# Exercise aim:
Skip every picture while you write out the records below, from the first line through the one that contains "filter:drop-shadow(0 0 2px", both ends kept.

(Collected data entries)
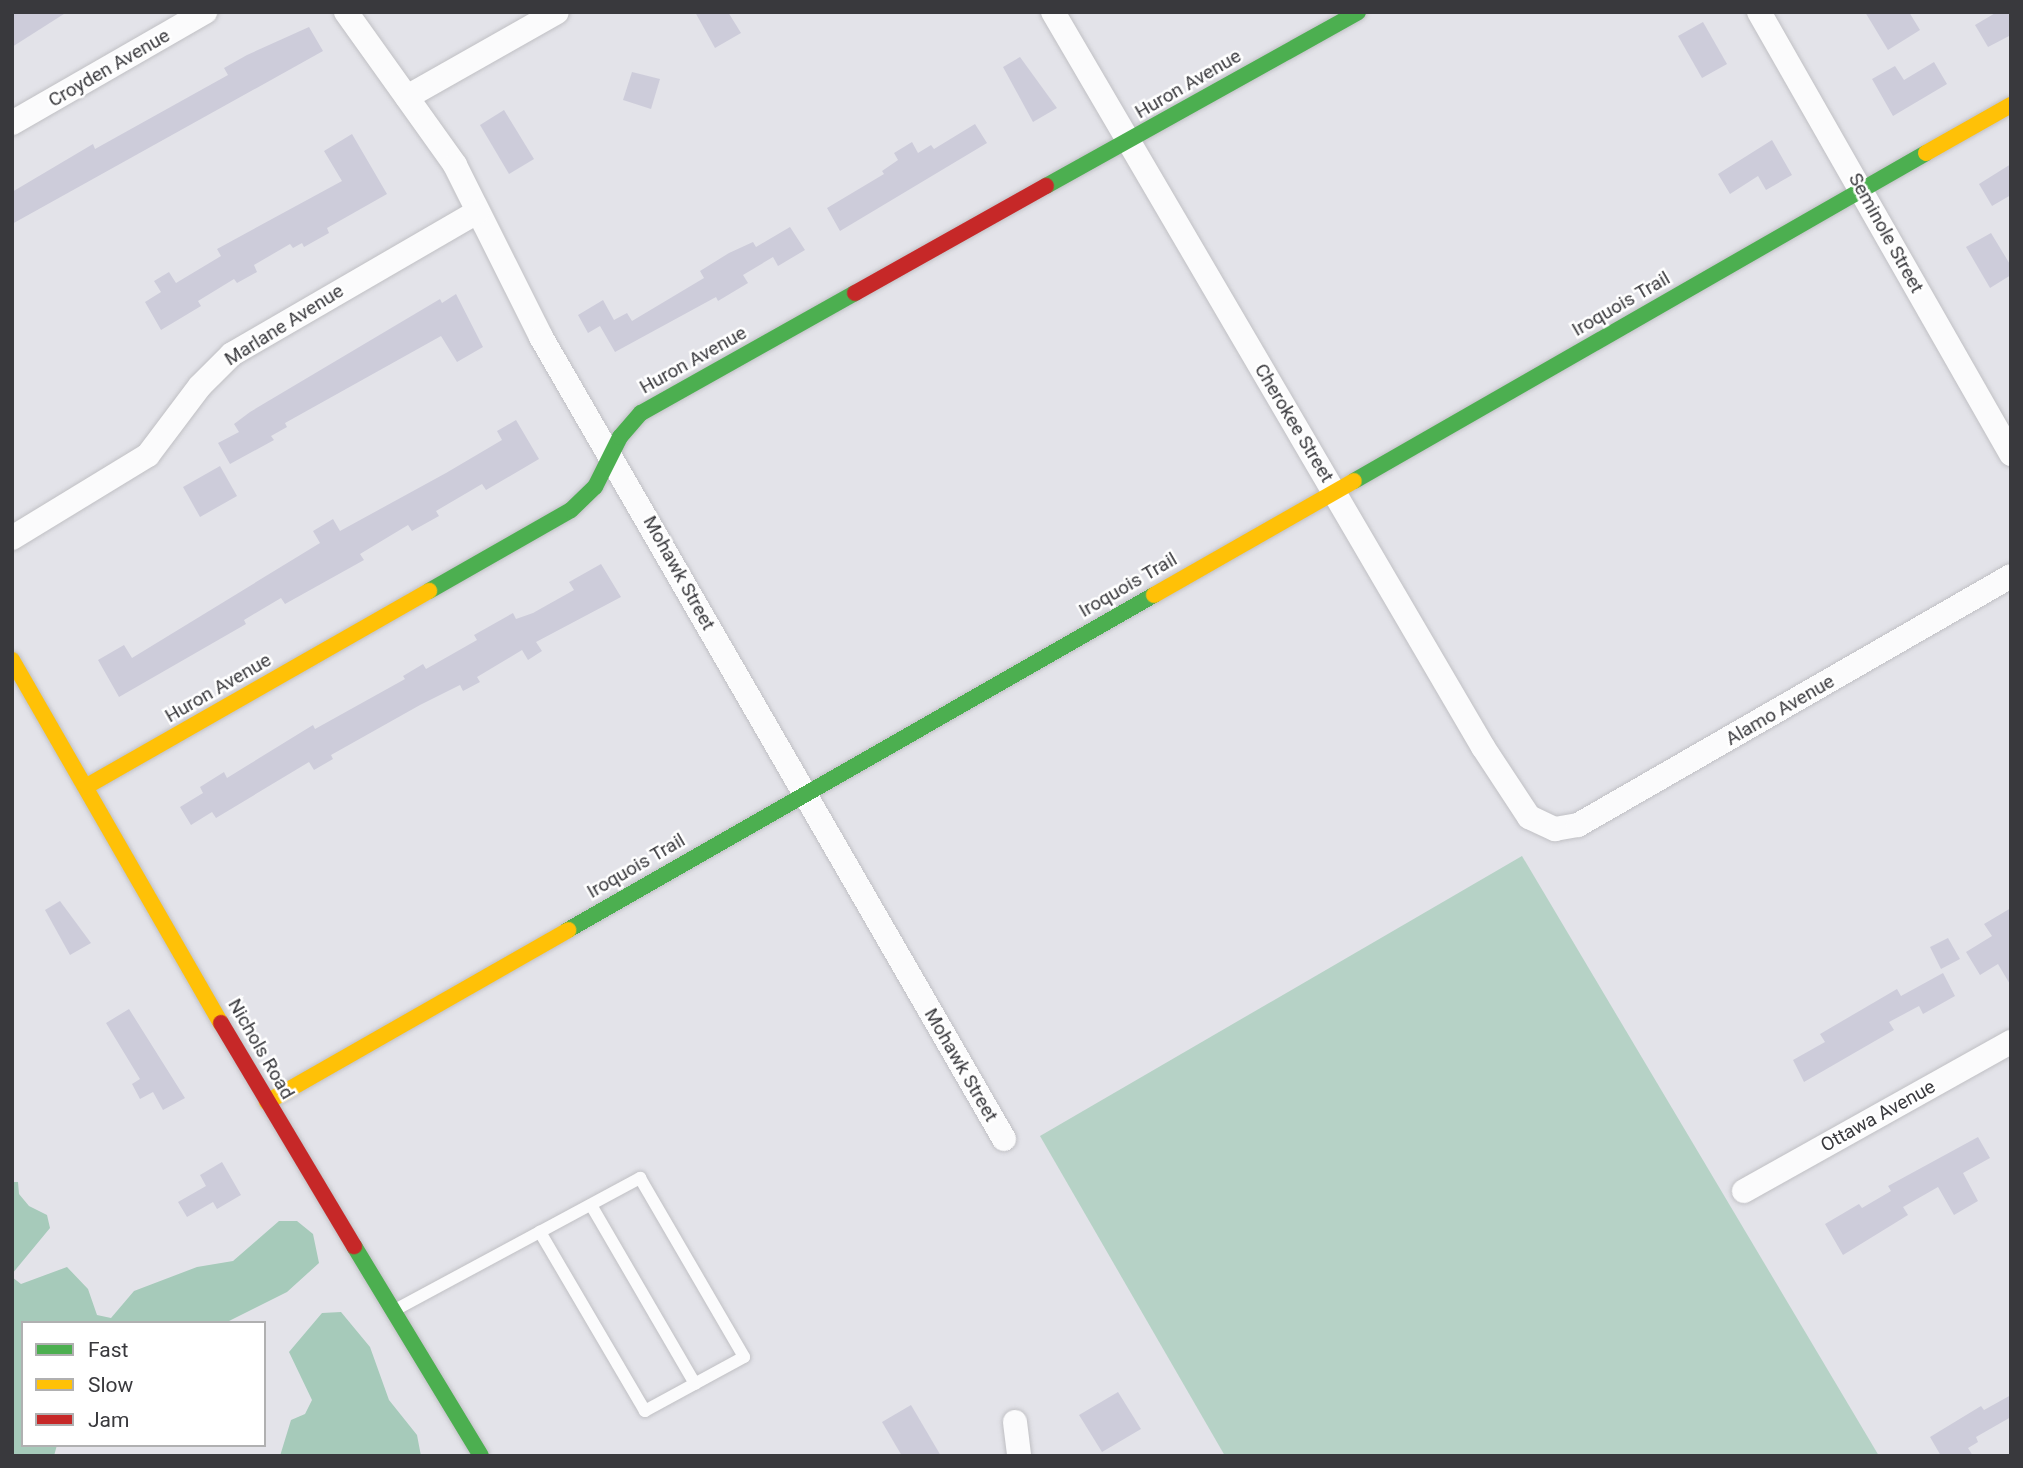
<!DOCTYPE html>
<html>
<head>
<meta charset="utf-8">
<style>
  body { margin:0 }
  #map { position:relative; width:2023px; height:1468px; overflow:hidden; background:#e3e3e9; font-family:Roboto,sans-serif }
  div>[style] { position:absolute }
  .green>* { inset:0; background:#b6d2c6 }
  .forest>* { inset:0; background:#a6caba }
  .building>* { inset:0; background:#cdccda }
  .roads { filter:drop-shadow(0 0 2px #c0c0c4) drop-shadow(0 0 2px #c0c0c4) }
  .lane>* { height:12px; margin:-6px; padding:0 6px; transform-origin:6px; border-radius:6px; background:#fbfbfc }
  .street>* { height:24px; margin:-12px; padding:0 12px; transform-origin:12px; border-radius:12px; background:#fbfbfc }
  .fast>* { height:16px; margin:-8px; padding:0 8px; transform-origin:8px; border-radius:8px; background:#4caf50 }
  .slow>* { height:16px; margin:-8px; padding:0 8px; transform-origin:8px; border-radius:8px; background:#ffc107 }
  .jam>* { height:16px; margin:-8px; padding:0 8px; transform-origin:8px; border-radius:8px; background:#c62828 }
  span { translate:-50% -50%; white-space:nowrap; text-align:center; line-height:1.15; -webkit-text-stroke:5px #fff; paint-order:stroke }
  .street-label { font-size:19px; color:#39393d }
  .frame { position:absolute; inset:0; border:14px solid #39393d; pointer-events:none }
  .legend { position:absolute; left:21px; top:1321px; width:245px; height:126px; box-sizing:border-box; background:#fff; border:2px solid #b0b0b1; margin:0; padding:9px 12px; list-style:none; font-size:21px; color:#39393d }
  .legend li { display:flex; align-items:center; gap:14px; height:35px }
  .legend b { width:35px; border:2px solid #b0b0b1 }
</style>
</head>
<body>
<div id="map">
  <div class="green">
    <i style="clip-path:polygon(1522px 856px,1879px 1456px,1225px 1456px,1040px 1136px)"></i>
  </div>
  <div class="forest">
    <i style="clip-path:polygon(12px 1182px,18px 1182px,19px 1194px,29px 1206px,47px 1215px,50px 1228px,12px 1274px)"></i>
    <i style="clip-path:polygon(279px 1221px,297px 1221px,313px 1234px,319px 1263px,287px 1292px,225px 1323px,23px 1323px,23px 1445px,57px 1445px,54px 1456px,12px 1456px,12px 1277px,21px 1284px,67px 1267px,88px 1289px,97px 1315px,111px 1318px,134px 1291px,197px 1267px,233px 1261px)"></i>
    <i style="clip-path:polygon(341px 1312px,370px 1347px,389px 1400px,417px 1435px,421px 1456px,280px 1456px,291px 1420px,305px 1414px,312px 1400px,289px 1352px,322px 1313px)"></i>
  </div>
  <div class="building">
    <i style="clip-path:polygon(12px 12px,67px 12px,12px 47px)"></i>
    <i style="clip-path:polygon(695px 12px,728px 12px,741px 33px,715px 48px)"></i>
    <i style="clip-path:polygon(1865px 12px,1909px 12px,1920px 30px,1888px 50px)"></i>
    <i style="clip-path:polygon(1997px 12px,2011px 12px,2011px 35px,1988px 47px,1975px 25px)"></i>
    <i style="clip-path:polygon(1703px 22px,1727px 64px,1702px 78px,1678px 36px)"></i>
    <i style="clip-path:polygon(309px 27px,323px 51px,12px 224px,12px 192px,93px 144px,95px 149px,228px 75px,224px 68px,247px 55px)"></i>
    <i style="clip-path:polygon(1020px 57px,1057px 108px,1033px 122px,1003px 67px)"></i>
    <i style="clip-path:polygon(1934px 62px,1947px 84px,1893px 116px,1872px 79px,1895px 66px,1904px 80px)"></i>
    <i style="clip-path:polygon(632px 72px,660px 79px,651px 109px,623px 100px)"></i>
    <i style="clip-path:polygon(504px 110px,534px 159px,509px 174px,480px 125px)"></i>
    <i style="clip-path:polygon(975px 124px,987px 143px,840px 231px,827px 208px,884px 174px,882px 171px,898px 160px,894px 153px,912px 142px,918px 153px,931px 145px,934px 149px)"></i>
    <i style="clip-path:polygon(352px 134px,387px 194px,327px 228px,329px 233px,304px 247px,302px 243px,293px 248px,290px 244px,254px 265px,257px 272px,237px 283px,234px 279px,198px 301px,201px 306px,161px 330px,145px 302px,161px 292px,154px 281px,169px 272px,176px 283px,221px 256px,217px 249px,342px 181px,324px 151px)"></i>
    <i style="clip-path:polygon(1772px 140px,1792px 175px,1766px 190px,1758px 176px,1730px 194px,1718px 174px)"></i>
    <i style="clip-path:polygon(2011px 164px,2011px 195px,1992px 206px,1979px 184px)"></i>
    <i style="clip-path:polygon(790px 227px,805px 250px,778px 266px,773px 257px,743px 275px,748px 283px,718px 301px,716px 297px,615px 352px,600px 326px,588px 333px,578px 315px,603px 300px,614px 320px,627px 313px,632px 321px,704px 278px,700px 271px,729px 253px,753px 242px,756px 247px)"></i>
    <i style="clip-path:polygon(1991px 233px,2011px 266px,2011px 275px,1990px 288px,1966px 247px)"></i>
    <i style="clip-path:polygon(456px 294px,483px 347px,457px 362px,441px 336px,285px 423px,287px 427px,271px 436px,274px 440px,230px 464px,218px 443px,239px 432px,234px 424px,250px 412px,440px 299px,442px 303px)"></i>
    <i style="clip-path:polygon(516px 420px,539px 459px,486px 490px,482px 484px,436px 511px,439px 516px,412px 531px,408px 525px,360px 554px,364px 560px,285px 604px,281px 598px,244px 620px,246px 624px,119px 697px,98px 660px,124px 645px,132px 658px,320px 543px,313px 531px,333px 519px,340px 531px,446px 473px,502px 440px,497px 431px)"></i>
    <i style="clip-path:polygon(220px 466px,237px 496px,200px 517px,183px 487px)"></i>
    <i style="clip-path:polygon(601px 564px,621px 597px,536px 642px,542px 651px,528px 660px,522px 650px,477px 677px,480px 682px,463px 691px,460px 685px,420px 705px,331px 755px,333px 759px,314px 770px,309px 762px,216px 818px,212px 812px,191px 825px,180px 807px,203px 793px,200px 787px,224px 772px,227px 778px,313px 725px,315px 729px,405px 679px,403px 676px,423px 664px,426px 669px,477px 640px,474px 635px,513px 613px,516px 619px,533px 613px,574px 590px,569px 582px)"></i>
    <i style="clip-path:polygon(60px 901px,91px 943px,70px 955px,45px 910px)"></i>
    <i style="clip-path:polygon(2011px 908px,2011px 986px,1998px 964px,1980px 975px,1966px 952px,1992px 936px,1984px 924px)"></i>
    <i style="clip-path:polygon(1948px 938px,1960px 959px,1941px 969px,1930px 947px)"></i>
    <i style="clip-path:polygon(1943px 973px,1955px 996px,1923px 1014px,1919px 1006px,1889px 1022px,1894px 1030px,1804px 1082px,1793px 1060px,1825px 1042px,1820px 1034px,1897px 989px,1901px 996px)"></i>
    <i style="clip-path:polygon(129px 1009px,185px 1098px,163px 1110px,153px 1092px,140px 1099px,132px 1084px,140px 1079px,106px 1023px)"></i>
    <i style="clip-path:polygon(1978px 1137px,1990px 1158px,1963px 1173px,1978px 1201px,1954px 1215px,1938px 1187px,1903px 1207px,1908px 1215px,1843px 1255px,1825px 1224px,1859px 1204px,1862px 1208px,1891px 1191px,1888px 1186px)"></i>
    <i style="clip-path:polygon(222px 1162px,241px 1195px,217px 1209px,213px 1202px,187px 1217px,178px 1202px,206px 1186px,200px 1175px)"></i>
    <i style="clip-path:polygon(1118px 1392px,1141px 1429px,1102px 1452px,1079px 1415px)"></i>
    <i style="clip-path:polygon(2011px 1395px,2011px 1417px,1976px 1437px,1978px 1442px,1968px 1448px,1973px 1456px,1941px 1456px,1930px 1437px,1981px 1406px,1984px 1410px)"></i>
    <i style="clip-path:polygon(911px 1405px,941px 1456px,902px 1456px,882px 1422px)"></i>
  </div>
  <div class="roads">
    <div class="lane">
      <i style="left:591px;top:1205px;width:207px;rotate:59.8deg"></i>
      <i style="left:393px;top:1311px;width:281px;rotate:-28.3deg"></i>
      <i style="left:640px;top:1178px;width:207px;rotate:59.8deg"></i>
      <i style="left:744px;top:1357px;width:113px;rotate:151.4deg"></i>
      <i style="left:645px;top:1411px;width:208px;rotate:-120.4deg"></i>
    </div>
    <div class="street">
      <i style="left:346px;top:12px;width:188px;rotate:54.5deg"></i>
      <i style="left:455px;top:165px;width:192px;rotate:63.4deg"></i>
      <i style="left:541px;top:337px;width:926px;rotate:60deg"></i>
      <i style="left:1053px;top:12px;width:852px;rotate:59.67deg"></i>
      <i style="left:1483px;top:747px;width:84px;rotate:56.7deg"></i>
      <i style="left:1529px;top:817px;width:29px;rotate:25deg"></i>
      <i style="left:1555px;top:829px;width:23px;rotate:-10deg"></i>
      <i style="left:1578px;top:825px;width:499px;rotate:-29.9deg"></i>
      <i style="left:1759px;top:12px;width:509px;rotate:60.31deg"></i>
      <i style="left:407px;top:97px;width:172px;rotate:-29.5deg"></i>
      <i style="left:12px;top:123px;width:223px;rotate:-29.9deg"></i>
      <i style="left:12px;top:538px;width:159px;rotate:-31.4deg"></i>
      <i style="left:148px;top:455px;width:86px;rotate:-53deg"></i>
      <i style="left:200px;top:386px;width:45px;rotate:-45deg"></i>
      <i style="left:232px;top:354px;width:283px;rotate:-30.1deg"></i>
      <i style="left:1744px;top:1191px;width:306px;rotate:-29.2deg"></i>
      <i style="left:1015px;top:1422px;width:34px;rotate:83deg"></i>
    </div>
    <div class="fast">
      <i style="left:1046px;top:186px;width:357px;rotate:-29.1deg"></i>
      <i style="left:1354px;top:481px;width:659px;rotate:-29.83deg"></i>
      <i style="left:429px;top:591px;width:163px;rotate:-29.7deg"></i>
      <i style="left:571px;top:510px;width:33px;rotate:-44deg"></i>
      <i style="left:595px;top:487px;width:56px;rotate:-63.4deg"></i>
      <i style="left:620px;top:437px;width:32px;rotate:-49deg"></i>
      <i style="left:641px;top:413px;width:245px;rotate:-29.3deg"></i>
      <i style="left:568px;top:930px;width:675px;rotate:-29.76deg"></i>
      <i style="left:354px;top:1246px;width:245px;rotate:58.8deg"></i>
    </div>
    <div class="slow">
      <i style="left:1926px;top:153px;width:98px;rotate:-29.5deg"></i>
      <i style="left:1154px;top:595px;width:230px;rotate:-29.7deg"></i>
      <i style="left:12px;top:660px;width:419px;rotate:60.1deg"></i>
      <i style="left:87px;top:786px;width:394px;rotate:-29.7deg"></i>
      <i style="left:267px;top:1102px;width:347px;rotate:-29.7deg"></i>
    </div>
    <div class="jam">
      <i style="left:855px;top:293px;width:219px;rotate:-29.3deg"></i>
      <i style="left:221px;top:1023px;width:260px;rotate:59.2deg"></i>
    </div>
  </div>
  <div class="street-label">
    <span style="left:109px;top:68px;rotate:-30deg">Croyden Avenue</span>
    <span style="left:1188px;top:84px;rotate:-30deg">Huron Avenue</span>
    <span style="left:1886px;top:233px;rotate:61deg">Seminole Street</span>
    <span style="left:1621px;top:304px;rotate:-30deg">Iroquois Trail</span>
    <span style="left:284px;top:325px;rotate:-32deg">Marlane Avenue</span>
    <span style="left:693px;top:360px;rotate:-29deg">Huron Avenue</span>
    <span style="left:1294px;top:423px;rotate:59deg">Cherokee Street</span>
    <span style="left:679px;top:573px;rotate:61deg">Mohawk Street</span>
    <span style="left:1128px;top:585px;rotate:-30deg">Iroquois Trail</span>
    <span style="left:218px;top:688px;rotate:-30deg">Huron Avenue</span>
    <span style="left:1780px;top:710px;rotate:-30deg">Alamo Avenue</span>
    <span style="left:636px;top:866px;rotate:-30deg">Iroquois Trail</span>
    <span style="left:261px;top:1049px;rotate:60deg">Nichols Road</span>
    <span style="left:961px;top:1065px;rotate:60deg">Mohawk Street</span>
    <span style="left:1878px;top:1116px;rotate:-29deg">Ottawa Avenue</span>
  </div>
  <div class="frame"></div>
  <ul class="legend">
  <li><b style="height:9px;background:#4caf50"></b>Fast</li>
  <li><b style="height:9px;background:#ffc107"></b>Slow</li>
  <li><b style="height:9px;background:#c62828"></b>Jam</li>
  </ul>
</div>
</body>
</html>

# Response to the exercise:
<!DOCTYPE html>
<html>
<head>
<meta charset="utf-8">
<style>
  body { margin:0 }
  #map { position:relative; width:2023px; height:1468px; overflow:hidden; background:#e3e3e9; font-family:Roboto,sans-serif }
  div>[style] { position:absolute }
  .green>* { inset:0; background:#b6d2c6 }
  .forest>* { inset:0; background:#a6caba }
  .building>* { inset:0; background:#cdccda }
  .roads { filter:drop-shadow(0 0 2px #c0c0c4) drop-shadow(0 0 2px #c0c0c4) }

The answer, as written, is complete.